- WHAT THE TASK REQUIRES
Word for word, transcribe the listing that follows, minus any pictures.

- SOURCE MATERIAL
--- START ---
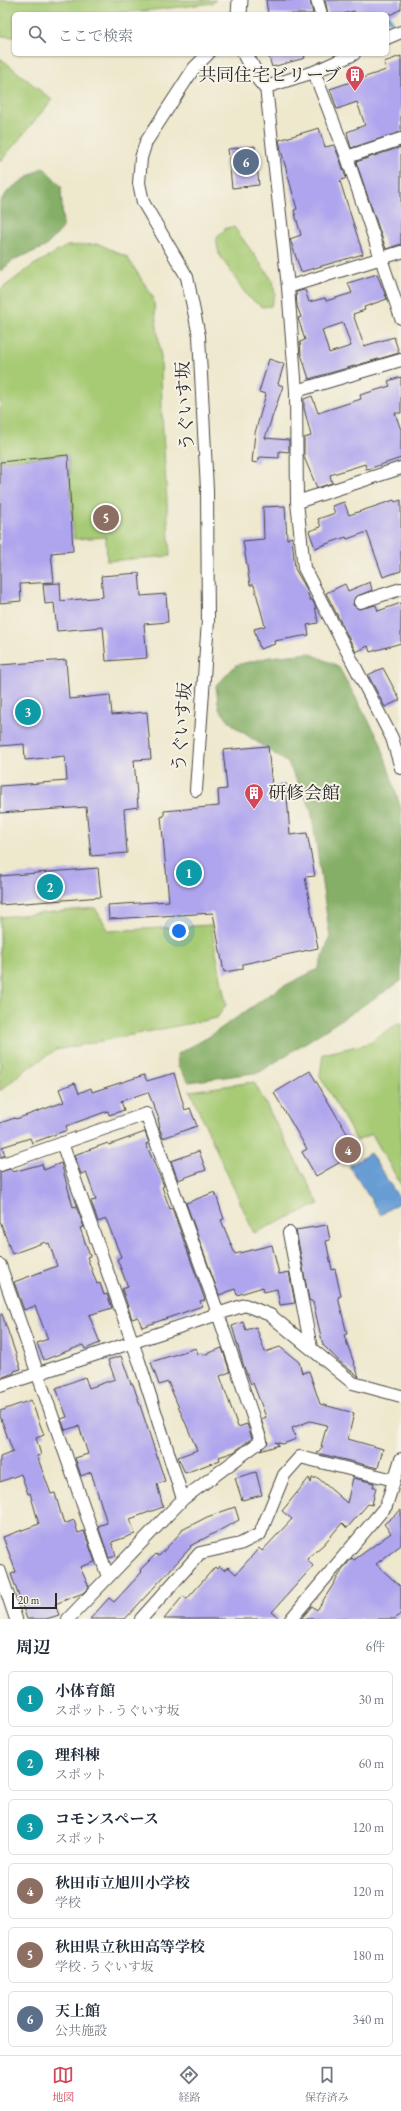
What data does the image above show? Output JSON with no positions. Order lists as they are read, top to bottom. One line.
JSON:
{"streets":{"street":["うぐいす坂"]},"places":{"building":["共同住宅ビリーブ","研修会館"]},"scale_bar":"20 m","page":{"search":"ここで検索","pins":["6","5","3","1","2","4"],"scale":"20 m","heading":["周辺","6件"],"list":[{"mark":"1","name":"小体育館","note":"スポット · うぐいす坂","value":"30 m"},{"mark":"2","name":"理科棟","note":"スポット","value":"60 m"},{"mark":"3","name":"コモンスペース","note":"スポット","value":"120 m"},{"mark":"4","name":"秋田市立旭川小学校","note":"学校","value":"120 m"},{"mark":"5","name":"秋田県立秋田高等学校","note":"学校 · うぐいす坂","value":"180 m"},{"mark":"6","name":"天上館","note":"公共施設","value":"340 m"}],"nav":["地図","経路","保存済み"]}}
--- END ---
- RESPONSE TO THE EXERCISE
What data does the image above show? Output JSON with no positions. Order lists as they are read, top to bottom. One line.
JSON:
{"streets":{"street":["うぐいす坂"]},"places":{"building":["共同住宅ビリーブ","研修会館"]},"scale_bar":"20 m","page":{"search":"ここで検索","pins":["6","5","3","1","2","4"],"scale":"20 m","heading":["周辺","6件"],"list":[{"mark":"1","name":"小体育館","note":"スポット · うぐいす坂","value":"30 m"},{"mark":"2","name":"理科棟","note":"スポット","value":"60 m"},{"mark":"3","name":"コモンスペース","note":"スポット","value":"120 m"},{"mark":"4","name":"秋田市立旭川小学校","note":"学校","value":"120 m"},{"mark":"5","name":"秋田県立秋田高等学校","note":"学校 · うぐいす坂","value":"180 m"},{"mark":"6","name":"天上館","note":"公共施設","value":"340 m"}],"nav":["地図","経路","保存済み"]}}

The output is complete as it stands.